Como os russos mudaram minha vida: Manuel, da Espanha

Manuel Gomez
Manuel mora na Rússia há dois anos. Durante esse tempo, conseguiu aprender russo tão bem que os locais não acreditam que ele seja da Espanha e pedem a ele que mostre seu passaporte. Após se mudar da Sibéria para São Petersburgo, começou a ensinar espanhol, mas já sente saudade do frio siberiano e da carne cozida em lata.

A primeira vez que vim à Rússia foi para fazer um intercâmbio de três meses na Universidade Federal da Sibéria (SFU, na sigla em russo), em Krasnoiarsk. Mais tarde, decidi fazer um mestrado e não hesitei sobre qual universidade escolher.

O pessoal da SFU já me conhecia, eu amava a Sibéria, e, a essa altura, já conseguia falar russo razoavelmente bem. Comecei a aprender o idioma ainda na Espanha. Na época, optei por russo, em vez de chinês ou árabe, e agora estou mais do que nunca convencido de que fiz a escolha certa.

O segredo da felicidade

A Sibéria foi um lugar de descoberta para mim. Em primeiro lugar, eu aprendi que a vida não para nem mesmo nas temperaturas mais baixas.

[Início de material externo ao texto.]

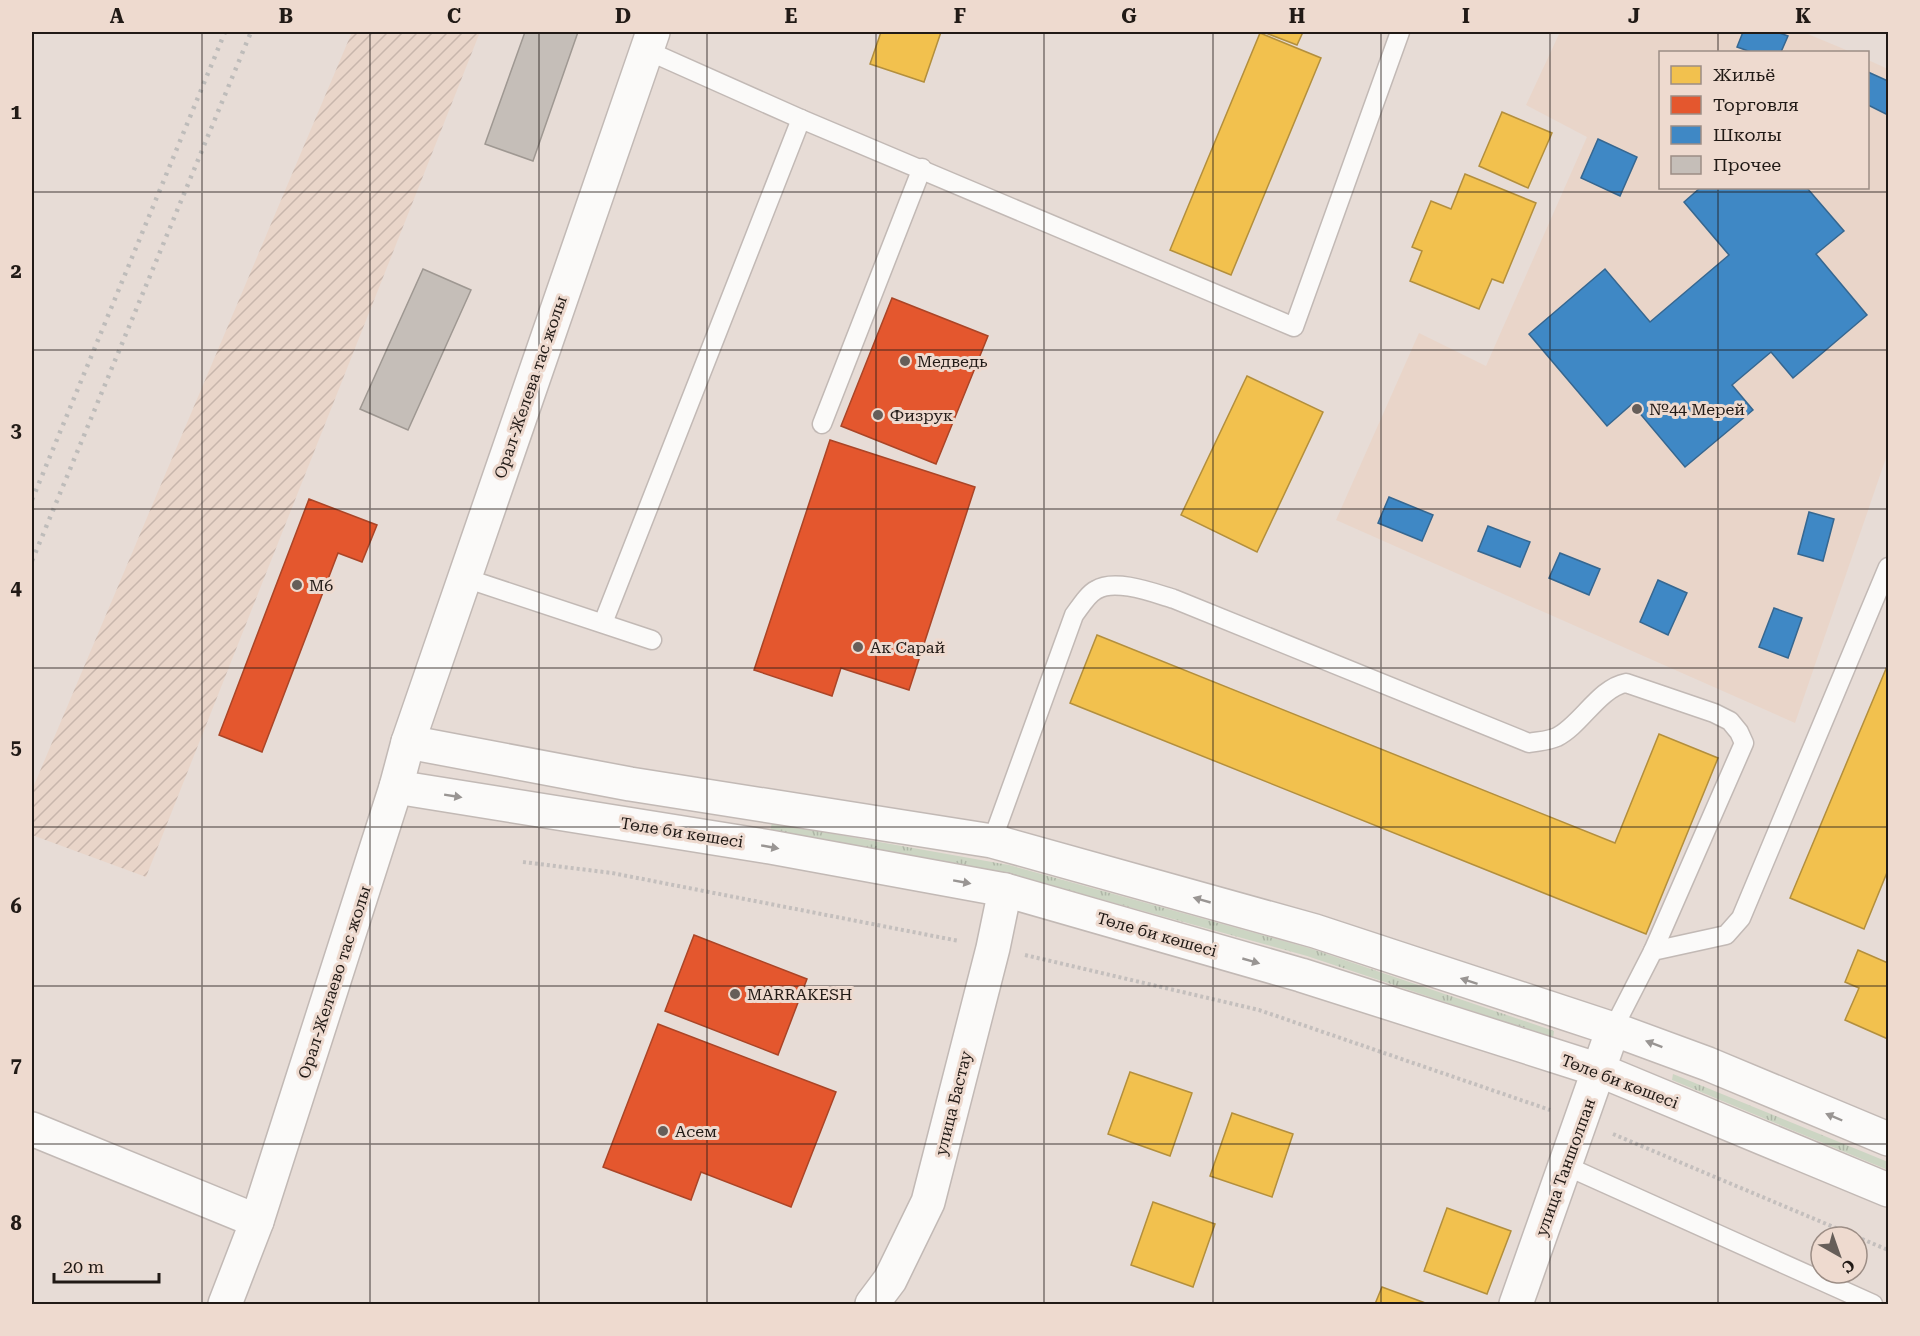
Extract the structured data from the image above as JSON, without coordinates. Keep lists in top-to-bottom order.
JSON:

Quando estava 40ºC negativos, fomos passear na Reserva Natural Stolby – subimos até o topo das rochas, onde meus amigos abriram uma garrafa térmica, pegaram um fogão a gás e esquentaram a carne cozida tirada de latinhas de metal. E isso foi uma grande felicidade. E que vista! Como diriam os russos nessas situações: “De tirar o fôlego!”.

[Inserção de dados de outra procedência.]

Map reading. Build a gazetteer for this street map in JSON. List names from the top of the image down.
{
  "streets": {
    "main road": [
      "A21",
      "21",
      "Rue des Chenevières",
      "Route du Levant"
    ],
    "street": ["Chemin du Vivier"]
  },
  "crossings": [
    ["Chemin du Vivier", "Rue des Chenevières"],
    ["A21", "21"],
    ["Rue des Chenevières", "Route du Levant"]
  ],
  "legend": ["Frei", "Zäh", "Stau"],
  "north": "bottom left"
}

Além do mais, os siberianos se mostraram “diferentes”. Eles são abertos para estrangeiros, mas reservados uns com os outros. Talvez, os estrangeiros sejam um fenômeno mais raro para eles do que para as pessoas que vivem em grandes cidades e, por isso, senti atenção e apoio deles.

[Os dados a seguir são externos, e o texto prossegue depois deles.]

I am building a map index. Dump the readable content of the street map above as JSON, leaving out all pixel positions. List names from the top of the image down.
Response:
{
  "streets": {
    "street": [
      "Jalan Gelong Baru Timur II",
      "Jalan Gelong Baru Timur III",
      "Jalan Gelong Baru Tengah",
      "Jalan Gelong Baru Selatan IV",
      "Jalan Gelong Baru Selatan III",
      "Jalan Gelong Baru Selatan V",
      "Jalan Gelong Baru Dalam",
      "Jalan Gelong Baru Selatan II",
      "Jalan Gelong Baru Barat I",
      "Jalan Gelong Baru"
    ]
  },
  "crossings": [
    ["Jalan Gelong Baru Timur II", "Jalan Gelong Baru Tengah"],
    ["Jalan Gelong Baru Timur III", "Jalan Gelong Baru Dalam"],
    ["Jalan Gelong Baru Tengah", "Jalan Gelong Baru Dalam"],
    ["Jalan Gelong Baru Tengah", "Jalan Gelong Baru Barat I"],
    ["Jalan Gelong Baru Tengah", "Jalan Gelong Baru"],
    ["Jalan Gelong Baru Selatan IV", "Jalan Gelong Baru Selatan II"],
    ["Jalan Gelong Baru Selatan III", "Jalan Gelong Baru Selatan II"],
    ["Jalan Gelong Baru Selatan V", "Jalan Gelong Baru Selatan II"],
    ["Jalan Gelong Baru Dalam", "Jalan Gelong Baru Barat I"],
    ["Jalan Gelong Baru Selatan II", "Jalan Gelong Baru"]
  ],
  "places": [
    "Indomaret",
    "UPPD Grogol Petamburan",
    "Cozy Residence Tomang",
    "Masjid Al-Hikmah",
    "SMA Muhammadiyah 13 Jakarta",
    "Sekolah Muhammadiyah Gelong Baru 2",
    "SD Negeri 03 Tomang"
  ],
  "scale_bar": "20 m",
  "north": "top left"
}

Os siberianos apreciam quando um estrangeiro tenta falar russo, mesmo errando. Eles sempre me diziam: “Muito bem, você fala excelente russo!”, embora, logicamente, isso não fosse exatamente o caso.

Astúcia como característica nacional

Na Rússia, há uma abordagem diferente para ensinar os alunos; há uma distância maior entre professor e o estudante – deve ser uma tradição que sobrevive da URSS. Tudo é estritamente regrado e há muita teoria. Os professores criticavam o meu trabalho e o rasgavam em pedaços, e eu sempre levava isso a sério. Tive que enviar minha tese de mestrado nada menos que cinco vezes! Involuntariamente, você começa a duvidar de suas habilidades mentais. Mas a minha professora russa Elena Vladimirovna me reprogramou – literalmente –, explicando que se trata de parte do processo de aprendizagem e mostrou a mim o mundo através dos olhos de um russo.

Na Rússia, aprendi a colar nas provas. Certa vez, não estava preparado para uma avaliação e fiquei com medo de não passar e ser expulso. O professor nos deu a prova e saiu da sala.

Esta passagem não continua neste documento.